You tend to only realise it once you’ve already been a student and gone through college or university, just how differently you tend to get treated by just about everybody during those years. If you go back to being a student to complete an even higher qualification after perhaps having entered the post-grad job market for a bit, you’ll notice it even more, this apparent “student privilege.” Are you making the most of it though because there are a lot of benefits which are reserved exclusively for students?
Student benefits come from two rather polarised view-points, one being from the point of view of sympathisers — those people and organisations who understand just how tough the life of a student can be, and the other being the point of view of those people and organisations seeking to capitalise on the so-called “student economy.”
Perhaps the best example of student life sympathisers is that of your parents; the sponsors who don’t really expect anything in return out of sponsoring your studies and everything around your studies which makes up what it means to live the life of a student. I mean as much as your parents may talk about not having any more money, your rather devious self could call home at just about any time and make up something which is vital to your studies that needs to be paid for. They’re likely to dig into their pockets and sponsor whatever phantom cost you concocted, driven by the thinking that as long as you ultimately get that qualification and become self-sufficient, then all the costs and financial sacrifices are worth it.
There’s a different kind of student sympathiser though, in the form of those individuals and mostly companies which offer discounts aimed specifically at students. It’s perhaps a way of tapping into a market they’d otherwise not have access to, but it’s perhaps more about helping students out through offering them a little bit of financial alleviation. A student bus pass is one such example and there are many others, and it’s not simply a matter of helping students save as much money as possible, but rather just to help students balance their often meagre financial affairs a little better.
Student Economy Capitalists
Student economy capitalists come from a completely different place. They believe that students belong to one of the richest groups of people with the most disposable cash to spend and they’re not too far off the mark with that analysis.

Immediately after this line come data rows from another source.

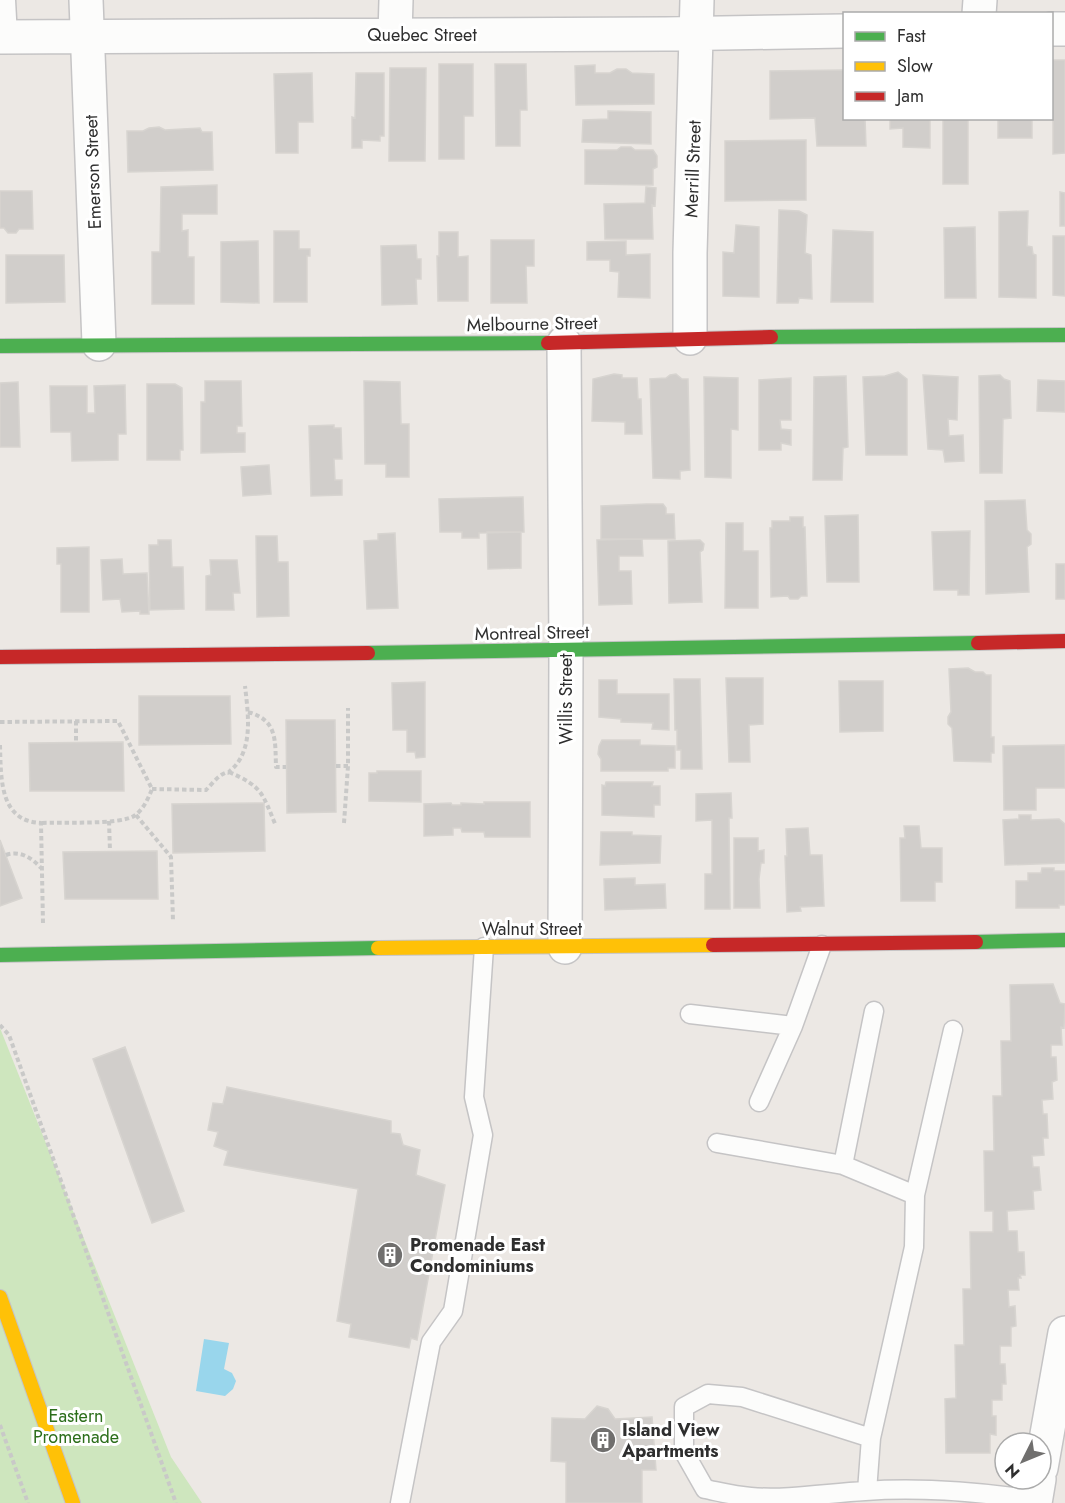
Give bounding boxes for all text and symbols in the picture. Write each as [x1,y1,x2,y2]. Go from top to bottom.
legend [843,12,1053,120]
street label: Quebec Street [367,22,477,48]
text: Fast [897,23,926,49]
text: Slow [897,53,934,79]
text: Jam [895,83,924,109]
street label: Emerson Street [78,114,108,230]
street label: Merrill Street [678,119,708,218]
street label: Melbourne Street [466,310,598,338]
street label: Montreal Street [475,619,590,647]
street label: Willis Street [553,653,579,745]
street label: Walnut Street [482,916,583,942]
place label: Promenade East Condominiums [410,1232,545,1279]
building icon: Promenade East Condominiums [375,1240,405,1270]
park label: Eastern Promenade [33,1403,119,1450]
place label: Island View Apartments [621,1417,720,1464]
building icon: Island View Apartments [588,1425,618,1455]
north arrow [993,1431,1053,1491]
text: N [1000,1458,1025,1483]

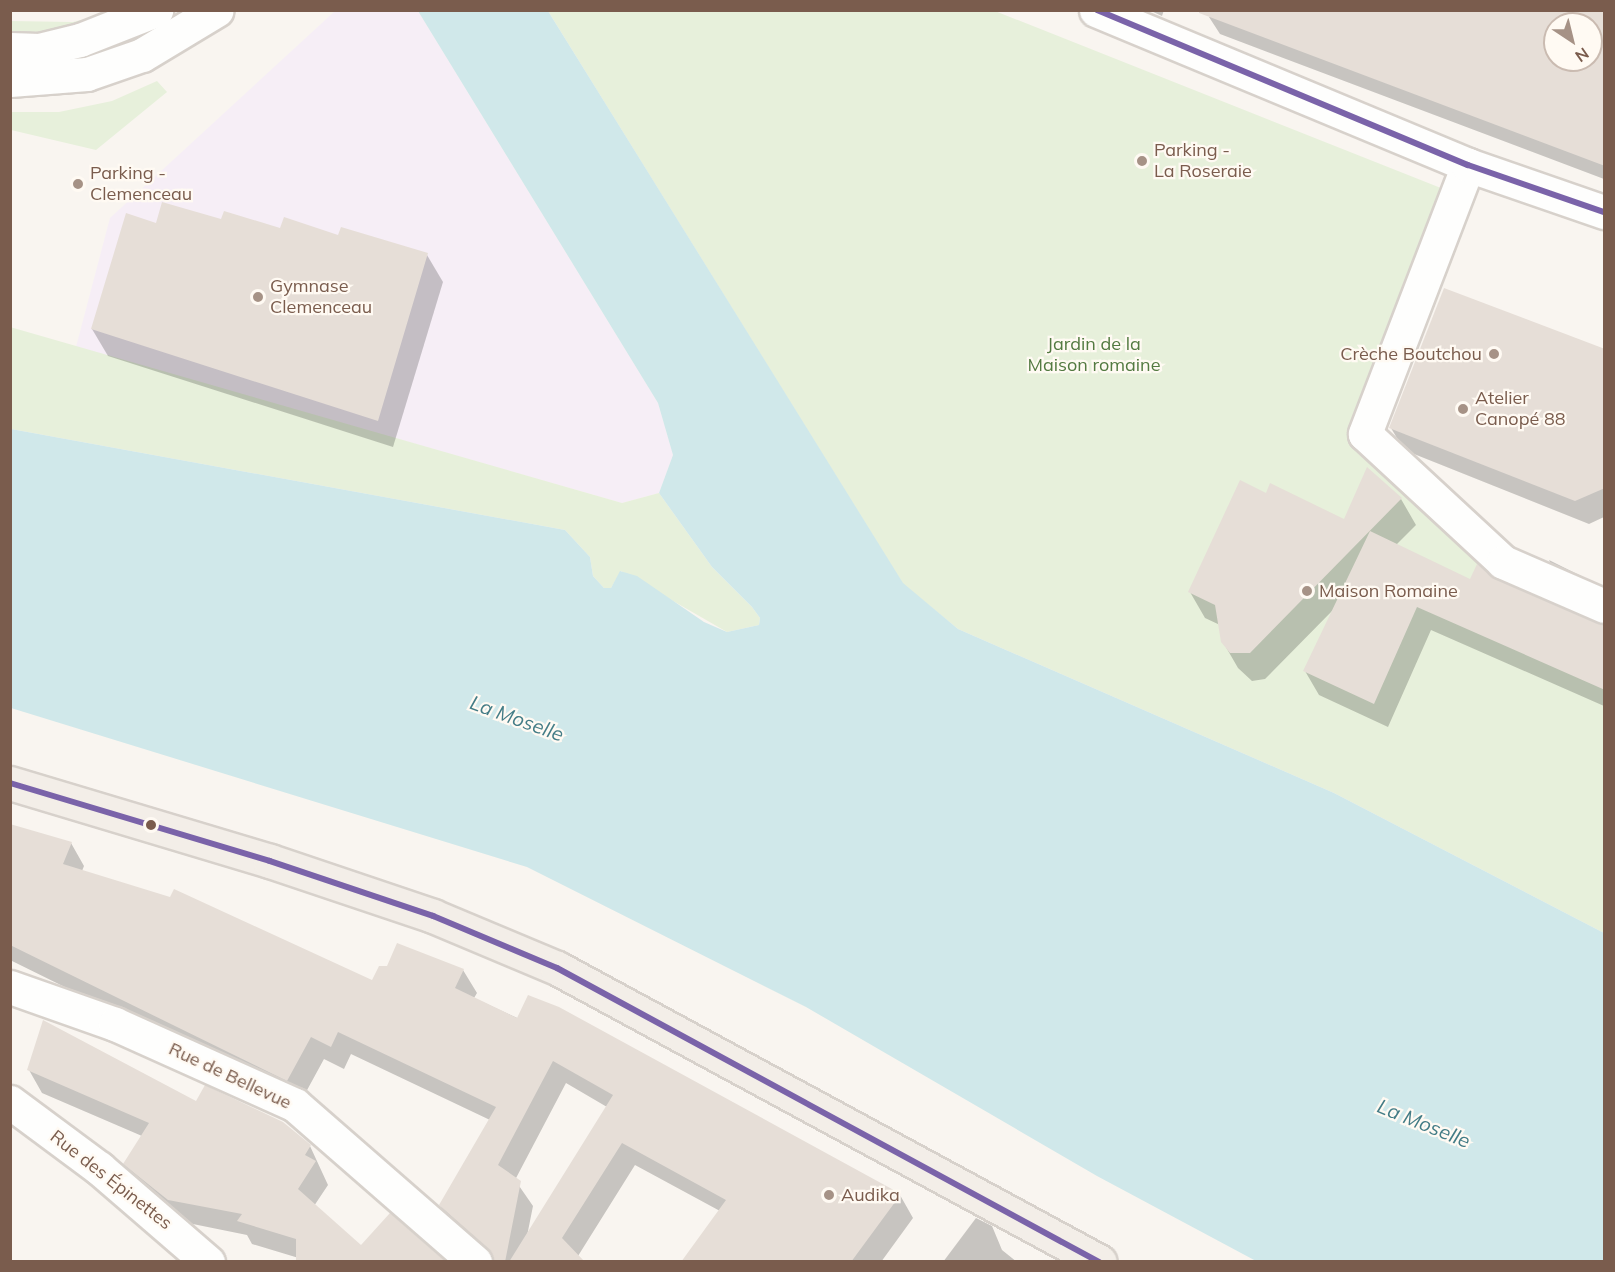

As a result of most students having a “direct line” to effectively accessing their parents’ bank accounts in the form of being able to ask for “emergency money,” a lot of companies play on the generally impulsive nature of the typical student so as to try and get them to spend their money with them.
You might be offered a credit card at discounted fees for instance, but this move is ultimately only geared towards encouraging you to spend money as opposed to giving you an outright student benefit.
Either way, there are a lot of benefits available only to students and if you’re a student you should be making full use of each of these which are indeed constructive to your cause.